We also have to take into consideration where the cash is going after a purchase is made – within 24 hours it's likely to have gone nowhere, but what if you can't get the mod installed within 24 hours for whatever reason? Chances are your cash has been divvied up between the publisher, Valve and the mod creator already and getting any of that back will be a bureaucratic nightmare. Hence why refunds will be nearly impossible for disgruntled customers to get.
That lovely segue leads us into the second dank corner; while each publisher/developer can decide how much of the price they're going to take the only example we have right now are Zenimax (parent company of Bethesda) taking 75% of the revenue! Quite frankly this is an absurd amount but likely the only way that Valve could get a greedy corporation to agree to this scheme. This has already led to mod prices approaching lunacy where you can pay £1.99 for a new sword that behaves like every other sword in Skyrim but with fancy visuals. If the modder was getting 100% of the profit, this would mean they think their work is worth about 50p and I'd be inclined to agree, that's not an unreasonable amount for a small piece of content. That's not the only thing we have to consider either.

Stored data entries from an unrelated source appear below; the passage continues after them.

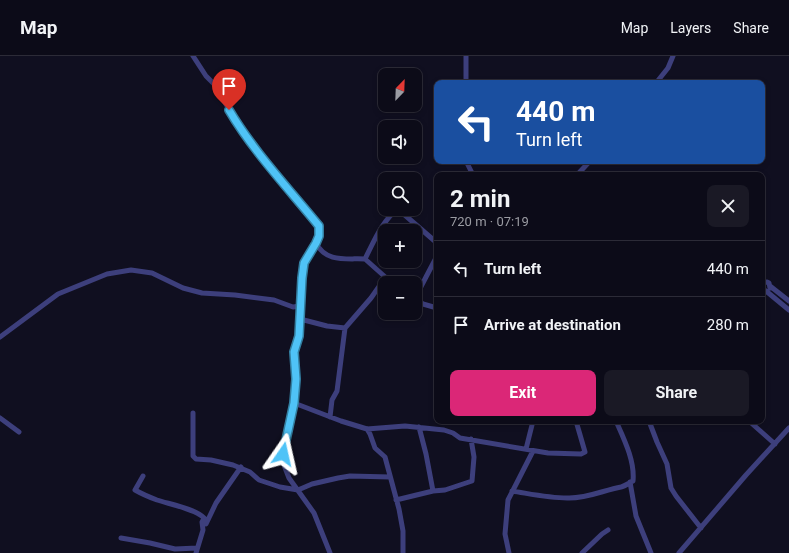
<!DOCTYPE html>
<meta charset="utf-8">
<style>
body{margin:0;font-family:Roboto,sans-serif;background:#1a1925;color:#f1f3f6;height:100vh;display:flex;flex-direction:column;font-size:15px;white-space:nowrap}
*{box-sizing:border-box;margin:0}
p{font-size:13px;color:#9a9ba2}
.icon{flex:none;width:22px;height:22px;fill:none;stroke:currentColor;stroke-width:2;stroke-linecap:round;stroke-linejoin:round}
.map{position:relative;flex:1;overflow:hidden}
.sheet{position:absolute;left:434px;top:116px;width:331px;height:252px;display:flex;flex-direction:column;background:#0c0b18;border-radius:8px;box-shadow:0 2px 6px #0003,0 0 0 1px #2c2b37}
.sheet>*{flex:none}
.top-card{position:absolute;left:434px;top:24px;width:331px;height:84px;border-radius:8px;box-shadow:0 2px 6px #0003,0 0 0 1px #2c2b37;background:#1a4fa0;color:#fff;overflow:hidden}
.needle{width:26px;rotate:23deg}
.tools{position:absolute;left:378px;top:12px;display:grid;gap:8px}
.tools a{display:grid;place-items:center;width:44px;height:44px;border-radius:8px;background:#0c0b18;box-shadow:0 2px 6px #0003,0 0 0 1px #2c2b37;font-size:20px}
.pin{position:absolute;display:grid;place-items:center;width:34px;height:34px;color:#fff;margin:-41px -17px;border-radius:50% 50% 50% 0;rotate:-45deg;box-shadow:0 0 4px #0007}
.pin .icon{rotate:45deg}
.me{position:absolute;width:44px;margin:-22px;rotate:11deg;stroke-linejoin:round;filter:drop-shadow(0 0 3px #0008)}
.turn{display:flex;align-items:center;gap:14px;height:84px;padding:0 16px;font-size:18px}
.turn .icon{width:52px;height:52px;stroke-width:2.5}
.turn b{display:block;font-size:28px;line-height:34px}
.round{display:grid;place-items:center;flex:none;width:42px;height:42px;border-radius:8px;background:#1a1925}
.overview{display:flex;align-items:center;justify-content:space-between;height:68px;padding:0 16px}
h1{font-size:24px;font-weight:700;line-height:30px}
.action{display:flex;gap:8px;margin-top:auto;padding:8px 16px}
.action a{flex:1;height:46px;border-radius:8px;background:#db2777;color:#fff;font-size:16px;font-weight:700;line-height:46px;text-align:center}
.action a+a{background:#1a1925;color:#f1f3f6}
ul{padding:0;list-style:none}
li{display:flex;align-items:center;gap:12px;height:56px;padding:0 16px;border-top:1px solid #2c2b37}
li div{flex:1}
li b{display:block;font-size:15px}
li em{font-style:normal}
header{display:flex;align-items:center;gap:24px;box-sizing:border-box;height:56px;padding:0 20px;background:#0c0b18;border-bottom:1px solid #2c2b37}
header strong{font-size:19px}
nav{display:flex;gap:22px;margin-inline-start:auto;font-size:14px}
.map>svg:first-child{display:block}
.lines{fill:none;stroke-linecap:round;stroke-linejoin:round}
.minor{stroke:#3d3f7c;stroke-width:5}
.route-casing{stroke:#337fa1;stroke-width:10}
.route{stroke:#4fc3f7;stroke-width:7}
</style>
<header>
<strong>Map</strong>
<nav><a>Map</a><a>Layers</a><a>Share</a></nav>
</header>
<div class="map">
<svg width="789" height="497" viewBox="0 0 789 497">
<rect width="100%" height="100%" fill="#100f20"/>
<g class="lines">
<path class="minor" d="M 193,0 L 206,20 L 214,28 L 237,67 L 319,170 L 319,180 L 316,187 L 304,207 L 302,222 L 299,280 L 294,296 L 296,323 L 294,347 L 283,398 L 284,409 L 289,422 L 314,457 L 330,497
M 466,27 L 466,0
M 656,27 L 668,12 L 673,0
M 466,105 L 473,119
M 577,119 L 590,105
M 399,154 L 437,187
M 316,187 C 326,207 347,202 365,203 L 392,227
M 365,203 C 372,189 380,170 392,158 C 394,156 397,155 400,153
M 762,227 L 767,226 L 769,227 L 770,232
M 770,230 L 789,245
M 762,233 L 766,235 L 789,254
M 415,242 L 437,200
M 415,242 L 423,248 L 437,252
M 300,263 L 327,270 L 345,272 L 371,242 L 385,222
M 0,281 L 58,238 L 107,218 L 131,214 L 152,217 L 183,232 L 202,237 L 235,239 L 274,244 L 293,251 L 300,250
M 294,347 L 341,365 L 367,373 L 405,370 L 444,374 L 453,377 L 460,382 L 548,397 L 581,398 L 585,396 L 576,365
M 193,357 L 193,400 L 196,403 L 211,404 L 233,409 L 250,416 L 259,424 L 280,431 L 298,434 L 312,428 L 338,422 L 350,420 L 390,421
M 330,361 L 332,344 L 337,335 L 345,272
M 0,362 L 19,376
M 649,365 L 657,386 L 667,408 L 671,432 L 676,440 L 701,472
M 749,365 L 775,388
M 419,371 L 426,398 L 433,435
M 367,373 L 370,378 L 375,392 L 385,401 L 399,453 L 403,475 L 403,497
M 526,393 L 533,365
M 143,420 L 135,434 C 142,438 149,441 157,444 C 169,448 196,453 204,462
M 630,426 L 636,460 L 651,497
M 512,435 C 531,438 549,442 567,442 C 586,443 604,434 621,431 C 625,430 629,427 633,425 C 635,405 624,383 616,365
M 396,444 L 433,435 L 445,434 L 472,425 L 474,401 L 471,383
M 121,482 L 150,487 L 175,493 L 197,492
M 196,497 L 203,474 L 202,466 L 204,462 L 206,468 L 216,447 L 241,411
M 509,497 L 505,478 L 508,444 L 533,395
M 582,497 L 602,478 L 608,474
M 679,497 L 746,419 L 789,372"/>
</g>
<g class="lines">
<g class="route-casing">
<path id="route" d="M 229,54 C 253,95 289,133 319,170 L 319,180 L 316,187 L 304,207 L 302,222 L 299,280 L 294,296 L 296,323 L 294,347 L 283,398"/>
</g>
<use href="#route" class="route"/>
</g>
</svg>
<div class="tools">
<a><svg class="needle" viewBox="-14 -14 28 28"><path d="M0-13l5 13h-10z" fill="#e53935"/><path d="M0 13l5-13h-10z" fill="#9a9ba2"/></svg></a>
<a><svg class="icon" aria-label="sound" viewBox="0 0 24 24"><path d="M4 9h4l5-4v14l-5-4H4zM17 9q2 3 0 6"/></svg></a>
<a><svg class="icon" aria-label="search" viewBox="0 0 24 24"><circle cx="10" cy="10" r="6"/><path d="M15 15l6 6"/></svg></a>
<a>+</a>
<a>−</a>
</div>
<div class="pin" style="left:229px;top:54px;background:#d93025"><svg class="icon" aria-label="arrive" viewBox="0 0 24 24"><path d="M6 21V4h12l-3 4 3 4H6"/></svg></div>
<svg class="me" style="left:283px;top:398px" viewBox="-20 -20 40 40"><path d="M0-17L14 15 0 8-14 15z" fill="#4fc3f7" stroke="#fff" stroke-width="4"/></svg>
<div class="top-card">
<div class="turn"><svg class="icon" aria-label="left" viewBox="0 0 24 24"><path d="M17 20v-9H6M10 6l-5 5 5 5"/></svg><div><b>440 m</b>Turn left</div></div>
</div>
<section class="sheet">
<div class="overview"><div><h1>2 min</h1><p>720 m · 07:19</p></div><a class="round"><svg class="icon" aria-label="close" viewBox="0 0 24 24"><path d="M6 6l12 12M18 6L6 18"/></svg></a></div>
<ul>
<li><svg class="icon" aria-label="left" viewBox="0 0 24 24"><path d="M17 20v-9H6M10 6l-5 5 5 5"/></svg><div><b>Turn left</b></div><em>440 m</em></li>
<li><svg class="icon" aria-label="arrive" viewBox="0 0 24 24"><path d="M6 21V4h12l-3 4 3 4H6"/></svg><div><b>Arrive at destination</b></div><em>280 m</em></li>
</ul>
<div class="action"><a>Exit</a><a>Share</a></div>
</section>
</div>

It’s industry “wisdom” (i.e. stupidity) that mods are a blight on their precious intellectual property and must be stamped out. I don't think it's too much of a stretch of the imagination to see this situation backfiring in one of two ways: either developers/publishers will see this as a direct threat and either ramp up their share of each sale higher or lock down the ability to mod their games even more or they'll embrace it. I'm more scared of the latter possibility because we might see a return to the bad old days of horse armour. Imagine if you will a £1.99 sword mod for Skyrim on the workshop that becomes incredibly popular and gets picked up by the developer/publisher who decide to sell it not as part of a bundle (ala the excellent community weapon packs of Killing Floor) but as a single item, but now they have to consider VAT and other regional taxes and they have to please the shareholders and suddenly the mod is released as a 'proper' DLC that costs £4.99 while the modder is still only seeing 25% of the original £1.99. Or maybe I've just been reading too much Jennifer Government and see the corporate world as cartoonishly evil...
If you're curious about the rest, check out the original post on /r/Skyrim.
I don't think we'll ever see paying for mods go away now that it's here, but I think the publishers and developers will want a bigger and bigger slice of the pie for as little outlay as possible. We've already seen viral marketing put the work of advertising teams into the hands of the community, and Unreal 4 has put the work of creating content for the actual game into the hands of the community (admittedly the final product is going to be free to play but that's a whole different kettle of worms) and now this could conceivably open the floodgates to even more shoddy development practices: why should a publisher pay a developer for 50 assets when they can get away with 30 and let the community build the rest while raking in the lion's share of the profits?
Now don't get me wrong, I'm not saying that mod creators shouldn't be paid for their work but the right people certainly should. Chesko's fishing mod was already pulled and based on evidence that has surfaced already surrounding this case, Valve was culpable in ensuring someone else reaped the rewards for the modder Fore's work. Chesko has however been very gracious about the matter since it came to light, so fair game to him for being a stand-up guy when given the chance.
At the time of writing it has just come to my attention that a Change.org petition has gathered almost 70,000 signatures for the removal of paid content from the steam workshop so it's not just me who think this is a terrible idea. I wouldn't go so far as to say it's the end of modding altogether but it's certainly an end to modding as we know it and I suspect paid mods will become a permanent fixture if they aren't taken out back like Ol' Yeller.